Il chante en danois et "pour une fois, on envoie une bonne chanson", dit Lisanne Wilken, spécialiste du concours et maître de conférence à l'Université d'Aarhus (ouest), Copenhague bénéficiant aussi selon elle d'un coup de pouce géopolitique inattendu.

"La situation avec le Groenland et Trump a vraiment braqué les projecteurs sur le Danemark d'une façon inédite", alors que le royaume est très rarement favori du concours, qu'il a quand même remporté à trois reprises, la dernière fois en 2013.

France: pop opératique

C'est la plus jeune candidate à représenter la France à l'Eurovision: Monroe, chanteuse lyrique franco-américaine de 17 ans, interprètera "Regarde!". Ce titre sur l'amour, thème de prédilection de la France à l'Eurovision, mêle pop, airs d'opéra et référence aux comédies musicales.
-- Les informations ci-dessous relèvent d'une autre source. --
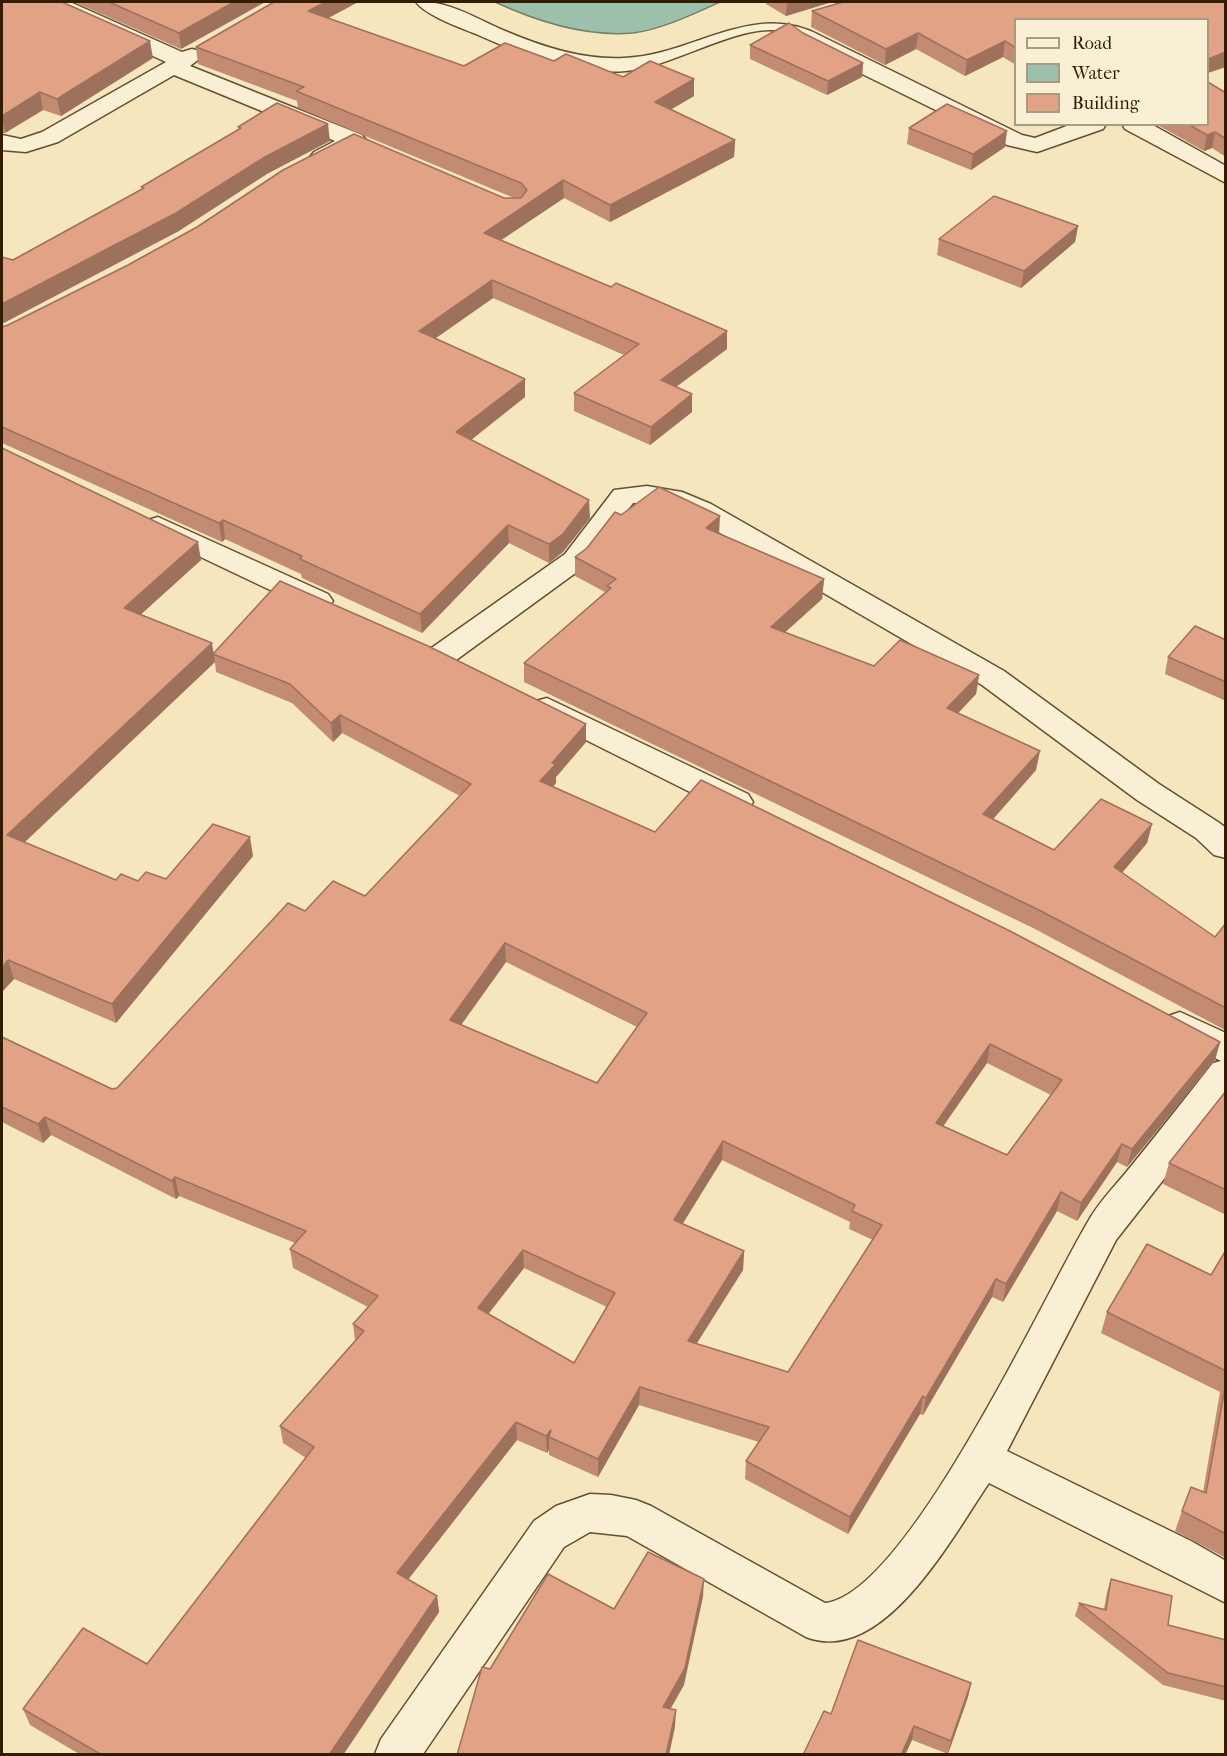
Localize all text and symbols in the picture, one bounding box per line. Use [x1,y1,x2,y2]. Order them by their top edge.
legend [1014,18,1209,126]
text: Road [1072,33,1112,54]
text: Water [1072,63,1120,84]
text: Building [1072,93,1139,114]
Le grand public a découvert cette cantatrice aux longues tresses dans "Prodiges", télé-crochet diffusé sur la chaîne France 2 et dédié aux jeunes virtuoses classiques. Son premier album est sorti en novembre.

Née aux Etats-Unis, Monroe a été bercée par sa double culture et parmi ses inspirations figurent la diva Cecilia Bartoli, mais aussi Whitney Houston, Johnny Hallyday et Céline Dion.

"Ça me donne envie de travailler ma voix pour pouvoir présenter quelque chose de bien, porter les couleurs de la France et de notre belle culture", a déclaré l'artiste à l'AFP peu après sa sélection.

La France a gagné à cinq reprises, la dernière fois en 1977.

Australie : power ballade

La ballade "Eclipse", qui évoque un alignement amoureux des planètes, est interprétée par une valeur sûre, Delta Goodrem, 41 ans et plus de neuf millions d'albums vendus à son actif.

Elle mêle l'intimité du piano à d'impressionnants crescendos vocaux, que cette coach dans The Voice Australia, par ailleurs auteure-compositrice, musicienne et actrice, maîtrise à la perfection.

La notoriété sur la scène mondiale de l'artiste née à Sydney et ayant signé son premier contrat dès l'âge de 15 ans fait espérer à l'Australie, où le concours est très suivi, sa toute première victoire.